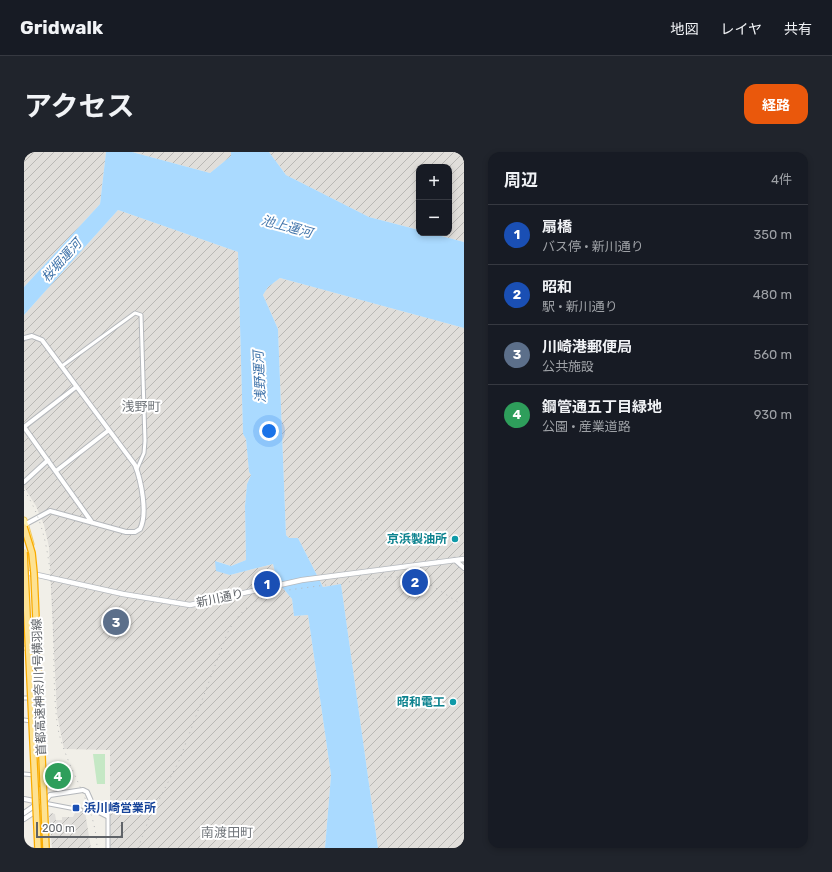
<!DOCTYPE html>
<html lang="ja">
<head>
<meta charset="utf-8">
<style>
	:root { --surface:#171b24; --page:#20242c; --text:#f1f3f6; --muted:#9ea1a6; --line:#363941; --accent:#ea580c }
	body { margin:0; font-family:Rubik,"Noto Sans JP",sans-serif; background:var(--page); color:var(--text) }
	.controls { position:absolute; right:12px; top:12px; display:grid; overflow:hidden; border-radius:8px; box-shadow:0 2px 6px #0003 }
	.controls button { width:36px; height:36px; display:grid; place-items:center; padding:0; border:0; border-bottom:1px solid var(--line); background:var(--surface); color:var(--text); font:20px sans-serif }
	.scale { position:absolute; left:12px; bottom:10px; width:87px; box-sizing:border-box; padding-left:4px; border:2px solid #5f6368; border-top:0; font-size:11px; line-height:14px; white-space:nowrap; color:#5f6368; -webkit-text-stroke:3px #fff; paint-order:stroke }
	.you { position:absolute; left:245px; top:279px; width:14px; height:14px; margin:-10px; border:3px solid #fff; border-radius:50%; background:#1a73e8; box-shadow:0 0 0 6px #1a73e833 }
	.badge { display:grid; place-items:center; width:26px; height:26px; border-radius:50%; background:var(--accent); color:#fff; font-size:13px; font-weight:700 }
	.pin { position:absolute; translate:-50% -50%; border:2px solid #fff; box-shadow:0 1px 4px #0006 }
	.list { margin:0; padding:0; list-style:none }
	h2 { display:flex; justify-content:space-between; align-items:center; height:52px; margin:0; padding:0 16px; font-size:17px }
	h2 small { font-size:13px; font-weight:400; color:var(--muted) }
	.list li { display:grid; grid-template-columns:26px 1fr auto; gap:12px; align-items:center; box-sizing:border-box; height:60px; padding:0 16px; border-top:1px solid var(--line) }
	.list b { display:block; font-size:15px; white-space:nowrap }
	.list p { margin:0; font-size:13px; white-space:nowrap; color:var(--muted) }
	.list em { font-size:13px; font-style:normal; color:var(--muted) }
	.map { position:relative; flex:none; width:440px; height:696px; overflow:hidden; border-radius:12px }
	header { display:flex; align-items:center; gap:24px; box-sizing:border-box; height:56px; padding:0 20px; background:var(--surface); border-bottom:1px solid var(--line) }
	header strong { font-size:19px }
	nav { display:flex; gap:22px; margin-inline-start:auto; font-size:14px }
	.intro { display:flex; align-items:center; justify-content:space-between; box-sizing:border-box; height:96px; padding:0 24px }
	h1 { margin:0; font-size:28px }
	.button { padding:10px 18px; border-radius:12px; background:var(--accent); color:#fff; font-size:14px; font-weight:700 }
	main { display:flex; gap:24px; padding:0 24px }
	aside { flex:1; background:var(--surface); border-radius:12px; box-shadow:0 2px 6px #0003 }
	.map>svg:first-child { display:block }
</style>
</head>
<body>
<header>
<strong>Gridwalk</strong>
<nav><a>地図</a><a>レイヤ</a><a>共有</a></nav>
</header>
<div class="intro"><h1>アクセス</h1><a class="button">経路</a></div>
<main>
<div class="map">
<svg width="440" height="696" viewBox="0 0 440 696">
	<defs>
		<pattern id="industrial-furrows" width="10" height="10" patternUnits="userSpaceOnUse"><rect width="10" height="10" fill="#e0deda"/><path d="M-1 1l2-2M0 10L10 0M9 11l2-2" fill="none" stroke="#b9b8b5"/></pattern>
		<pattern id="park-tufts" width="24" height="20" patternUnits="userSpaceOnUse"><rect width="24" height="20" fill="#c5e8c5"/><path d="M3 7l-1-3M5 7V3M7 7l1-3M15 17l-1-3M17 17v-4M19 17l1-3" fill="none" stroke="#a3c0a4"/></pattern>
	</defs>
	<rect width="100%" height="100%" fill="#f1efe8"/>
	<!-- industrial -->
	<path fill="url(#industrial-furrows)" d="M 0,0 L 82,0 L 76,52 L 0,135 Z
		M 108,0 L 207,0 L 207,4 L 186,21 Z
		M 245,0 L 440,0 L 440,90 L 406,81 L 425,81 L 425,15 L 395,15 L 395,78 L 345,65 L 262,23 Z
		M 94,58 L 214,100 L 219,282 L 222,287 L 225,320 L 227,323 L 223,332 L 221,354 L 222,408 L 207,414 L 192,409 L 206,423 L 249,412 L 253,429 L 268,447 L 270,464 L 284,463 L 307,623 L 301,696 L 86,696 L 86,598 L 40,597 L 33,562 L 25,395 L 20,373 L 12,354 L 0,335 L 0,163 Z
		M 256,126 L 440,176 L 440,696 L 354,696 L 317,433 L 299,435 L 274,386 L 265,386 L 262,383 L 254,177 L 239,143 L 244,135 Z
		M 52,659 L 55,661 L 61,660 L 67,696 L 28,696 L 25,664 L 27,661 L 31,662 L 32,668 L 38,668 L 38,665 L 49,665 Z"/>
	<!-- green -->
	<path fill="#c5e8c5" d="M 69,602 L 81,602 L 81,632 L 73,632 Z"/>
	<!-- park -->
	<path fill="url(#park-tufts)" d="M 41,617 L 47,628 L 40,631 L 24,631 L 24,620 Z"/>
	<!-- water -->
	<path fill="#aadaff" d="M 82,0 L 108,0 L 186,21 L 207,4 L 207,0 L 245,0 L 262,23 L 345,65 L 395,78 L 395,81 L 406,81 L 440,90 L 440,176 L 256,126 L 244,135 L 239,143 L 254,177 L 262,383 L 265,386 L 274,386 L 299,435 L 317,432 L 354,696 L 301,696 L 307,623 L 284,463 L 270,464 L 268,447 L 253,429 L 249,412 L 206,423 L 192,419 L 191,409 L 207,414 L 222,408 L 221,354 L 223,332 L 227,323 L 225,320 L 222,287 L 219,282 L 214,100 L 94,58 L 0,163 L 0,135 L 76,52 Z"/>
	<g fill="none" stroke-linecap="round" stroke-linejoin="round">
		<defs>
			<path id="minor" d="M 38,214 L 111,161 L 117,163 L 121,289 L 120,301 L 113,317
				M 394,413 L 397,434
				M 0,496 L 14,499
				M 0,546 L 7,546
				M 0,568 L 7,569
				M 0,622 L 10,623
				M 20,651 L 57,658
				M 84,652 L 84,696"/>
			<path id="tertiary" d="M 0,186 L 8,184 L 18,188 L 111,313 C 117,328 124,362 116,377 L 111,380 L 102,380 L 26,359 L 0,373
				M 0,275 L 67,369
				M 0,275 L 52,235
				M 32,319 L 85,278
				M 0,330 L 24,308
				M 431,408 L 440,416
				M 0,647 L 20,651
				M 0,661 L 13,652
				M 0,667 L 15,657 L 26,643 L 59,638 L 63,640 L 71,658 L 83,664"/>
			<path id="secondary" d="M 0,420 L 99,442 L 166,453 L 278,428 L 440,407"/>
			<path id="primary" d="M 0,368 L 7,392"/>
			<path id="motorway" d="M 10,533 L 13,586 L 13,632"/>
		</defs>
		<!-- minor casing -->
		<use href="#minor" stroke="#b5b8bc" stroke-width="5"/>
		<!-- tertiary casing -->
		<use href="#tertiary" stroke="#b5b8bc" stroke-width="6"/>
		<!-- secondary casing -->
		<use href="#secondary" stroke="#b6babf" stroke-width="6"/>
		<!-- primary casing -->
		<use href="#primary" stroke="#f2c960" stroke-width="7"/>
		<!-- motorway casing -->
		<use href="#motorway" stroke="#f9ab00" stroke-width="8"/>
		<!-- minor -->
		<use href="#minor" stroke="#fff" stroke-width="3"/>
		<!-- tertiary -->
		<use href="#tertiary" stroke="#fff" stroke-width="4"/>
		<!-- secondary -->
		<use href="#secondary" stroke="#fff" stroke-width="4.5"/>
		<!-- primary -->
		<use href="#primary" stroke="#fff2af" stroke-width="5"/>
		<!-- motorway -->
		<use href="#motorway" stroke="#fde293" stroke-width="5.5"/>
		<!-- rail -->
		<path stroke="#b6b7b8" stroke-width="1" stroke-dasharray="1 5" stroke-linecap="butt" d="M 0,338 C 42,400 23,504 34,577 C 43,619 72,652 73,696
			M 114,696 L 125,667 L 155,609 L 203,482 C 214,459 233,445 257,439 L 361,425 L 377,425 L 392,427 L 407,433 L 440,454"/>
		<defs>
			<path id="motorway-bridge" d="M 0,375 L 8,401 L 10,421 L 22,696
				M 0,400 L 14,696"/>
		</defs>
		<!-- motorway-bridge casing -->
		<use href="#motorway-bridge" stroke="#f9ab00" stroke-width="8" stroke-linecap="butt"/>
		<!-- motorway-bridge -->
		<use href="#motorway-bridge" stroke="#fde293" stroke-width="5.5"/>
	</g>
	<!-- markers -->
	<g fill="#0f9aa8" stroke="#fff" stroke-width="1.5">
		<circle cx="431" cy="387" r="4"/>
		<circle cx="429" cy="550" r="4"/>
	</g>
	<rect fill="#1a4fb4" stroke="#fff" stroke-width="1.5" x="48" y="652" width="8" height="8" rx="2"/>
	<g text-anchor="middle" stroke-width="4" stroke-linejoin="round" paint-order="stroke">
		<!-- culture labels -->
		<g font-size="12" font-weight="bold" fill="#0d838f" stroke="#fff" text-anchor="end">
			<text x="423" y="391">京浜製油所</text>
			<text x="421" y="554">昭和電工</text>
		</g>
		<!-- street labels -->
		<g font-size="12" fill="#5f6368" stroke="#fff">
			<text transform="translate(196 446) rotate(-12)" y="4">新川通り</text>
			<text transform="translate(15 535) rotate(-92)" y="4">首都高速神奈川1号横羽線</text>
		</g>
		<!-- transit labels -->
		<g font-size="12" font-weight="bold" fill="#164399" stroke="#fff" text-anchor="start">
			<text x="60" y="660">浜川崎営業所</text>
		</g>
		<!-- water labels -->
		<g font-size="13" font-style="italic" fill="#4174aa" stroke="#fff">
			<text transform="translate(263 74) rotate(15)" y="5">池上運河</text>
			<text transform="translate(37 108) rotate(-48)" y="5">桜堀運河</text>
			<text transform="translate(235 225) rotate(-93)" y="5">浅野運河</text>
		</g>
		<!-- neighbourhood labels -->
		<g font-size="13" fill="#70757a" stroke="#fff">
			<text x="117" y="259">浅野町</text>
			<text x="203" y="685">南渡田町</text>
		</g>
	</g>
</svg>
<div class="controls">
<button>+</button>
<button>−</button>
</div>
<div class="scale">200 m</div>
<div class="you"></div>
<div class="pin badge" style="left:243px;top:432px;background:#1a4fb4">1</div>
<div class="pin badge" style="left:391px;top:430px;background:#1a4fb4">2</div>
<div class="pin badge" style="left:92px;top:470px;background:#5c6f8a">3</div>
<div class="pin badge" style="left:34px;top:624px;background:#2e9e5b">4</div>
</div>
<aside>
<h2>周辺<small>4件</small></h2>
<ul class="list">
<li><span class="badge" style="background:#1a4fb4">1</span><div><b>扇橋</b><p>バス停 · 新川通り</p></div><em>350 m</em></li>
<li><span class="badge" style="background:#1a4fb4">2</span><div><b>昭和</b><p>駅 · 新川通り</p></div><em>480 m</em></li>
<li><span class="badge" style="background:#5c6f8a">3</span><div><b>川崎港郵便局</b><p>公共施設</p></div><em>560 m</em></li>
<li><span class="badge" style="background:#2e9e5b">4</span><div><b>鋼管通五丁目緑地</b><p>公園 · 産業道路</p></div><em>930 m</em></li>
</ul>
</aside>
</main>
</body>
</html>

■ ■ ■

> [What needs to be done] In the records above, find the line with "position:absolute; translate:-50% -50%;"; write out exactly that line and each one after it, stopping after the line with "font-size:13px; font-weight:400; color:var(--muted)".

> [Written solution]
	.pin { position:absolute; translate:-50% -50%; border:2px solid #fff; box-shadow:0 1px 4px #0006 }
	.list { margin:0; padding:0; list-style:none }
	h2 { display:flex; justify-content:space-between; align-items:center; height:52px; margin:0; padding:0 16px; font-size:17px }
	h2 small { font-size:13px; font-weight:400; color:var(--muted) }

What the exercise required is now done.